- Records shown -
----

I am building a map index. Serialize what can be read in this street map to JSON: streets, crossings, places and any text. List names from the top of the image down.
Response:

----

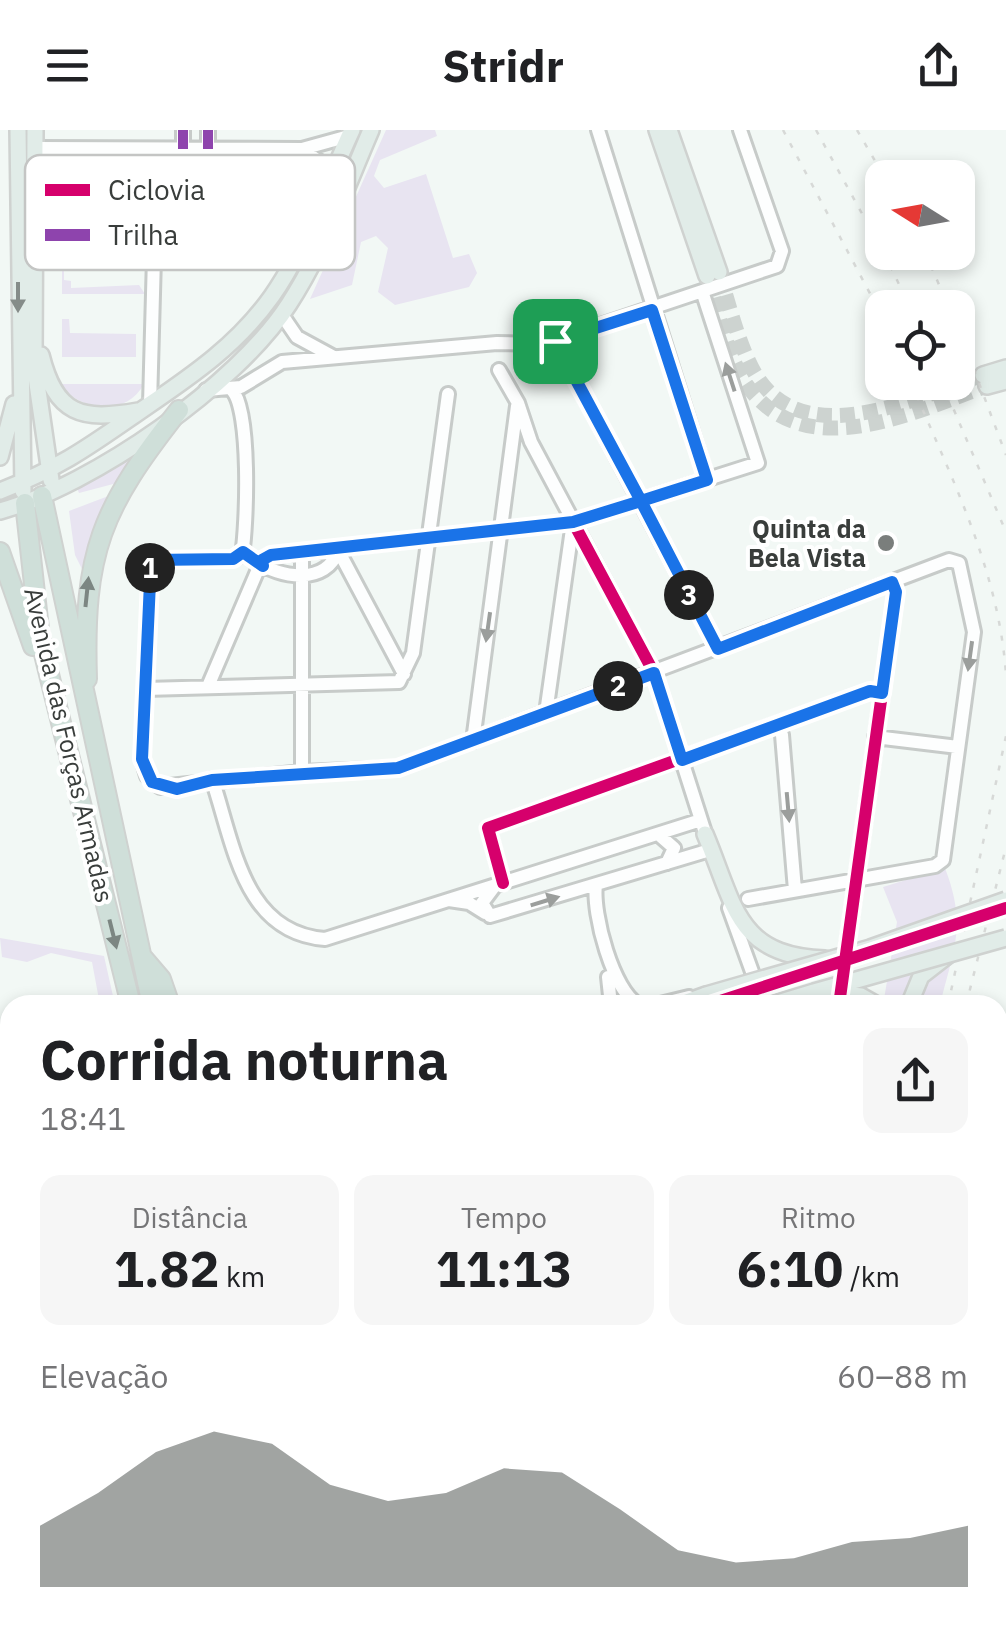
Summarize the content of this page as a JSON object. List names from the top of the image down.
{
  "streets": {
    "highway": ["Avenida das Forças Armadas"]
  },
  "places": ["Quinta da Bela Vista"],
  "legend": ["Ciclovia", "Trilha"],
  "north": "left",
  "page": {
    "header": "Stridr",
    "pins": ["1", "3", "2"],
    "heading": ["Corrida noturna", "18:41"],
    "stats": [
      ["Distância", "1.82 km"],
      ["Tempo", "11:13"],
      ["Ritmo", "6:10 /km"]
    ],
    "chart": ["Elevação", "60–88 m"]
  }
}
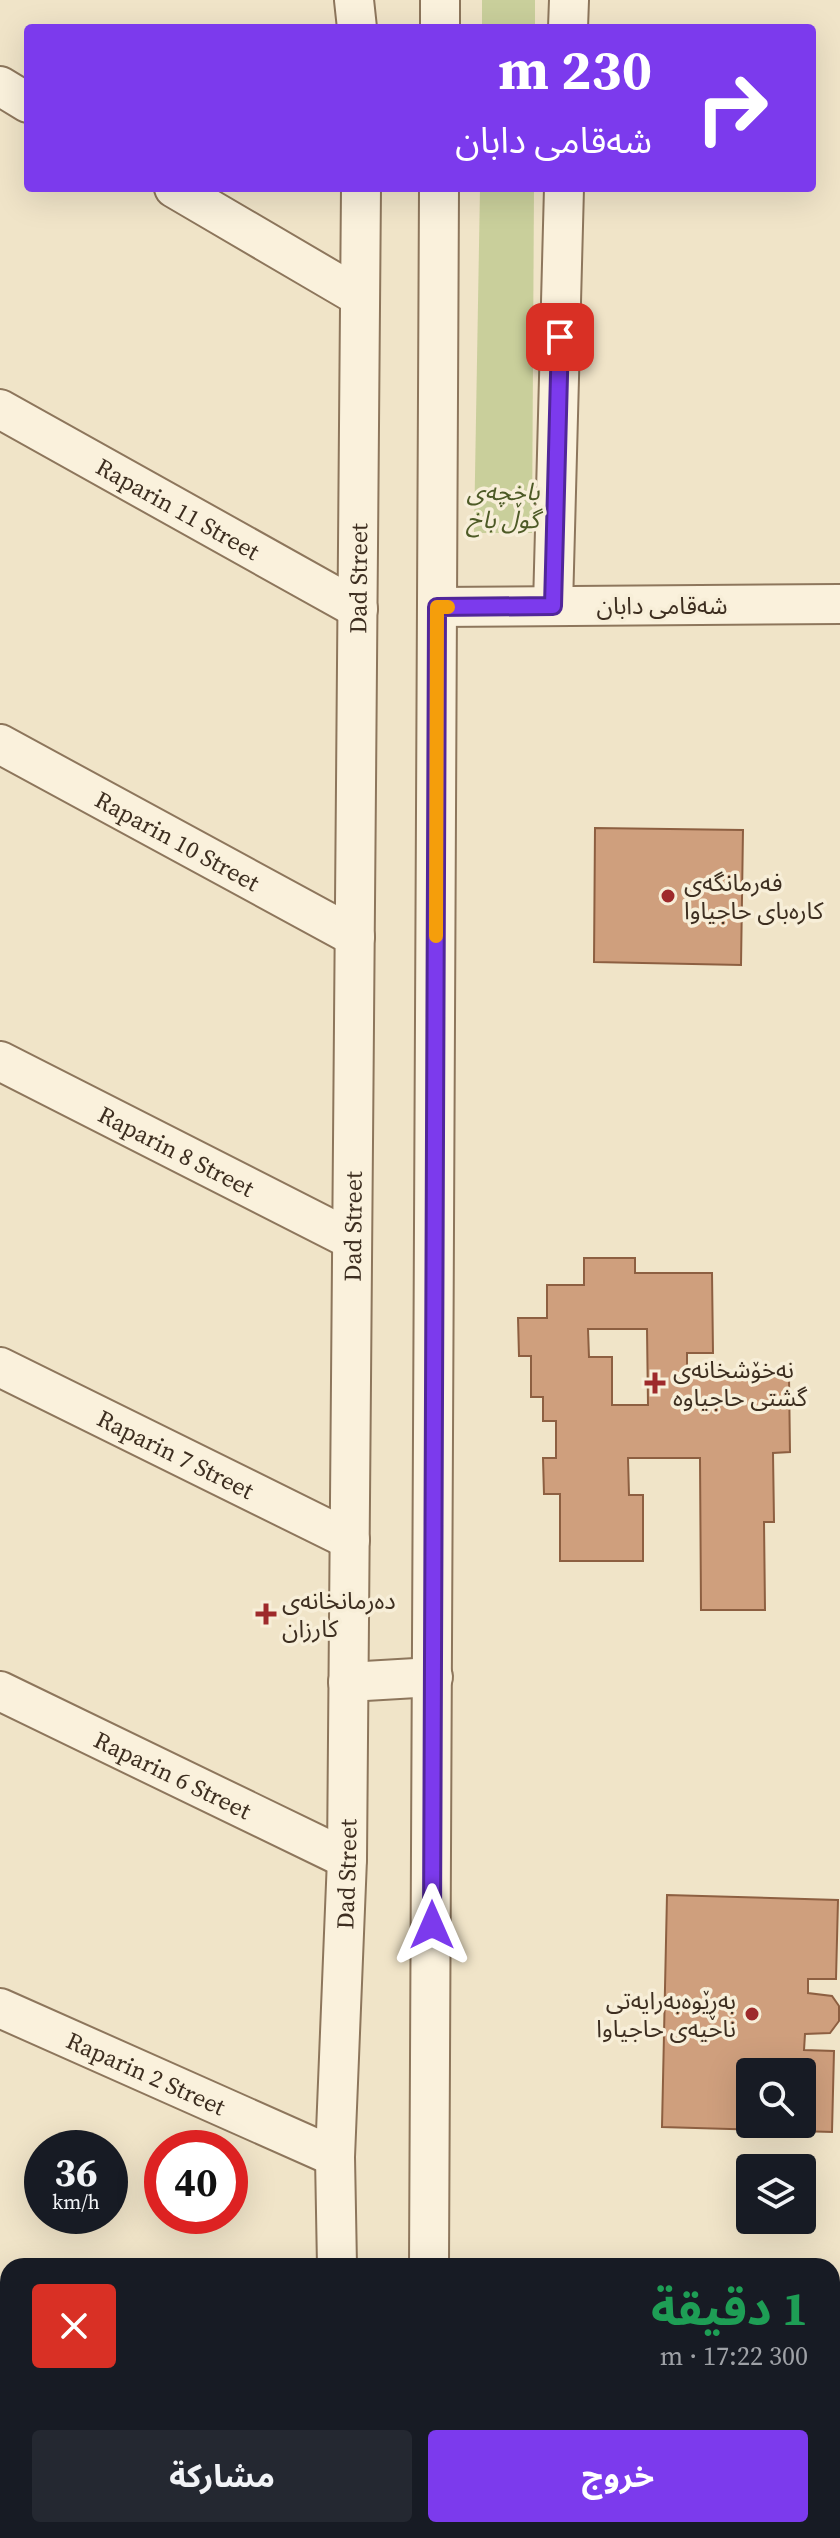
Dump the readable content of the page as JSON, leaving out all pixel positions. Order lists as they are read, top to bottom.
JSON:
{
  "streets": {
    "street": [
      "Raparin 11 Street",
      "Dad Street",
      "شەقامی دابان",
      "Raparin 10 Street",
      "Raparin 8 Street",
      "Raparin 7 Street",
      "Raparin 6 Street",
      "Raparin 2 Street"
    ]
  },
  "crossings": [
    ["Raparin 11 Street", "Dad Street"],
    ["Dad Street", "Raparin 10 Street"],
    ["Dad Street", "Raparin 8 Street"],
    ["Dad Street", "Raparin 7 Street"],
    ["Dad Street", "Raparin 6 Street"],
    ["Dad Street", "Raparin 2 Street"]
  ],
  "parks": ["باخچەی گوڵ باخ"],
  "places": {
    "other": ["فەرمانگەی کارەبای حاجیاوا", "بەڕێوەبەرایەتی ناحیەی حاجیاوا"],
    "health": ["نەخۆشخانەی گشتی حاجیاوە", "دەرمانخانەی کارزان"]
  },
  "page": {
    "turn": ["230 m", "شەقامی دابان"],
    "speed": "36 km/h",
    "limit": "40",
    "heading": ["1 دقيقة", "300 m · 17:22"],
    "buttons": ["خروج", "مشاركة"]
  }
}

----

- What is expected -
Search the material above for the string "read", and copy every line in which it turns up.

- Exercise response -
I am building a map index. Serialize what can be read in this street map to JSON: streets, crossings, places and any text. List names from the top of the image down.
Dump the readable content of the page as JSON, leaving out all pixel positions. Order lists as they are read, top to bottom.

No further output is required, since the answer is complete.